Tuesday 20 October 2009

More coppicing...

Just a general update on progress over the last couple of days...

We've been felling the trees on the border with our neighbour's yard. Most of these need roping to pull them back into the wood, and some are pretty awkward. We treated this tangled bunch of five stems as a unit, roping them all together and putting felling cuts into all of them:
With them out of the way the gap has opened up, and our neighbour's geese seemed to enjoy the sunlight - they're round a pond behind the fence you can see.
On the other side is a Cherry tree which we're mostly leaving as it is, because some of it is an excellent dead-wood habitat. However, there was one branch which would create too much shade over the coppice, so it came down:
Meanwhile Tracy was busy battling with Hazel, some of it really tangled, like this stool which has mixed itself up with a Holly:
Our reliable old brash fire had been burning for 15 days continuously, but it was time to move it. Fortunately this is pretty easy - you just collect up the embers in a shovel, move them to a new site and add dry wood:
A neighbour of ours who's done some coppicing in the wood behind their house turned up yesterday with the vehicle they're using to extract the produce to the wayleave, and I couldn't resist having a quick look at it:
It's pretty neat, and he added the box on the front himself - it has an extending rack to help it carry timber. While down in the wayleave I snapped a picture of this Brown Roll-rim:
The fungi have really gone crazy in the past week, after the dry summer we had down here followed by the recent rain.

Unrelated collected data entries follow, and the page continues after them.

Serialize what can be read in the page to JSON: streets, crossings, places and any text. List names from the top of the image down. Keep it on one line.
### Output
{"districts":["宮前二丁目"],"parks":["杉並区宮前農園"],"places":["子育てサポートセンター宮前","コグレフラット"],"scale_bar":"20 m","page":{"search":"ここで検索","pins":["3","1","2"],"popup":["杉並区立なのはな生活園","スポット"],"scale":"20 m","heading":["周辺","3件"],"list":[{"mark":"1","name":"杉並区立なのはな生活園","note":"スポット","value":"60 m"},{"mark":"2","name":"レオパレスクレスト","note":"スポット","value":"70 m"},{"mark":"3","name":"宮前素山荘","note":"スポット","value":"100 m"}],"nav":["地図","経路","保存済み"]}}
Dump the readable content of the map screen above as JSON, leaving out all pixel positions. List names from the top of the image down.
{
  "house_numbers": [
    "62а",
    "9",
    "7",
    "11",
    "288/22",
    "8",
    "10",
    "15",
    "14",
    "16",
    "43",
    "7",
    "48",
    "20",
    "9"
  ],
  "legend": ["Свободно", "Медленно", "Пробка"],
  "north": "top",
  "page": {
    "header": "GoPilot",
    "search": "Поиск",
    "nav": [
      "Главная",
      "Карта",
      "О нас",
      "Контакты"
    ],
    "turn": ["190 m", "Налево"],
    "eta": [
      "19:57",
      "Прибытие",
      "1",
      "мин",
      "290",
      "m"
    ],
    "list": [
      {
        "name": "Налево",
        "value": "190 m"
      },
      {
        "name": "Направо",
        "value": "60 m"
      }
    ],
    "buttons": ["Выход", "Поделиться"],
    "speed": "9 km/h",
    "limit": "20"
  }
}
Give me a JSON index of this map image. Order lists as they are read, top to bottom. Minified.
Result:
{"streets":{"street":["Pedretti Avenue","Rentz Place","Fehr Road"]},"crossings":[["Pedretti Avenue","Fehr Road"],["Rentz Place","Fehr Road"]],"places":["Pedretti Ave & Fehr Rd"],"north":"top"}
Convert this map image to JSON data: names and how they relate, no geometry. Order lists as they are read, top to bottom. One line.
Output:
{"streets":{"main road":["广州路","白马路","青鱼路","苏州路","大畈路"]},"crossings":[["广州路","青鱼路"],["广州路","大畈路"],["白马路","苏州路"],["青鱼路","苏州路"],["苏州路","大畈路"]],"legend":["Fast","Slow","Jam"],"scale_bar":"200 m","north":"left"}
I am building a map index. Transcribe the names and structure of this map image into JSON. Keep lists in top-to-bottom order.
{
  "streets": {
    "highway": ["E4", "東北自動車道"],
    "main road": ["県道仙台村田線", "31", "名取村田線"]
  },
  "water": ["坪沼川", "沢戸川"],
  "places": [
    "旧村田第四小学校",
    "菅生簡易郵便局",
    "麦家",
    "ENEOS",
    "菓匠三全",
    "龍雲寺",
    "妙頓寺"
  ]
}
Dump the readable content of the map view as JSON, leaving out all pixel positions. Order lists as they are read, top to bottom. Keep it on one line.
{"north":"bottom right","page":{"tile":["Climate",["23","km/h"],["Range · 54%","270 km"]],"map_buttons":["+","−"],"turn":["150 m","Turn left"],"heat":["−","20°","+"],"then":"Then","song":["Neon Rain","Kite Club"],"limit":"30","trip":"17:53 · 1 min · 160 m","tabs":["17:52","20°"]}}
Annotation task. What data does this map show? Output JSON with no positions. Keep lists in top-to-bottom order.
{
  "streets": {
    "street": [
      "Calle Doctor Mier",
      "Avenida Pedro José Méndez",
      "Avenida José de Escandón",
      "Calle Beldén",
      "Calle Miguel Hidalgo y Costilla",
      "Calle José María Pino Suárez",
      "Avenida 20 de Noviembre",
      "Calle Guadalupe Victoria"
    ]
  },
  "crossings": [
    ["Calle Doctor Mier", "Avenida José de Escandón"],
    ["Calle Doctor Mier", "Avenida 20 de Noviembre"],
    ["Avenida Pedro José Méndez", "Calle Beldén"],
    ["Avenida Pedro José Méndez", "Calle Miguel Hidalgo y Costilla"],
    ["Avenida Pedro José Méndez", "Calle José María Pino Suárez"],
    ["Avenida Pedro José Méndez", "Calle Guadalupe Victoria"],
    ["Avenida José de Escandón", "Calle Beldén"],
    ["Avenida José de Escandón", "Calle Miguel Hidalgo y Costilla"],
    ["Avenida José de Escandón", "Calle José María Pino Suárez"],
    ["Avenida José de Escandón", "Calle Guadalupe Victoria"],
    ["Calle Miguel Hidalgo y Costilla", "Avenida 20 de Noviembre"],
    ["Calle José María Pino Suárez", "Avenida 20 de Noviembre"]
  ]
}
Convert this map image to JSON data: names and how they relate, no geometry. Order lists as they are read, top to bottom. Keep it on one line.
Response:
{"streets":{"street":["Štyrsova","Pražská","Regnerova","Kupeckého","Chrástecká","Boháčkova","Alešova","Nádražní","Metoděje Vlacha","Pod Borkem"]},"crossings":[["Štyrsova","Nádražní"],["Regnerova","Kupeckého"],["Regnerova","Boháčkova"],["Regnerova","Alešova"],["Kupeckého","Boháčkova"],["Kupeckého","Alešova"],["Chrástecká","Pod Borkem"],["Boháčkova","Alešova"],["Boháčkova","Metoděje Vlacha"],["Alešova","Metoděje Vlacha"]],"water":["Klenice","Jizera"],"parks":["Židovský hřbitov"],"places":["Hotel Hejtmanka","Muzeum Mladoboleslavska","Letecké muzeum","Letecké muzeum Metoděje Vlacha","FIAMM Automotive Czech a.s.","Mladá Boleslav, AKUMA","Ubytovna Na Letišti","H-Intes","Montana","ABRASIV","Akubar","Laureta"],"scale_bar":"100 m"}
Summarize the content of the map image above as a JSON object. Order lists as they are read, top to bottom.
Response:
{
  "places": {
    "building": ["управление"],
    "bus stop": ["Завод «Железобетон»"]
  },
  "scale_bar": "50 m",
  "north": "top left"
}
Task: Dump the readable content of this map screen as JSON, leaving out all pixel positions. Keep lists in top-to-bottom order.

The last job up at the work site was to convert some of the chestnut we felled last week into benches. These will come in handy while we're working there, especially when there's visitors, and we plan to leave them there for walkers to enjoy the view as the coppice re-grows next summer. All you need to do is use the chainsaw to plane off one side of a log:
then turn it over and cut some wide notches:
then the top sits on a couple of shorter logs:
It does look a bit lop-sided, but that's the uneven ground I think.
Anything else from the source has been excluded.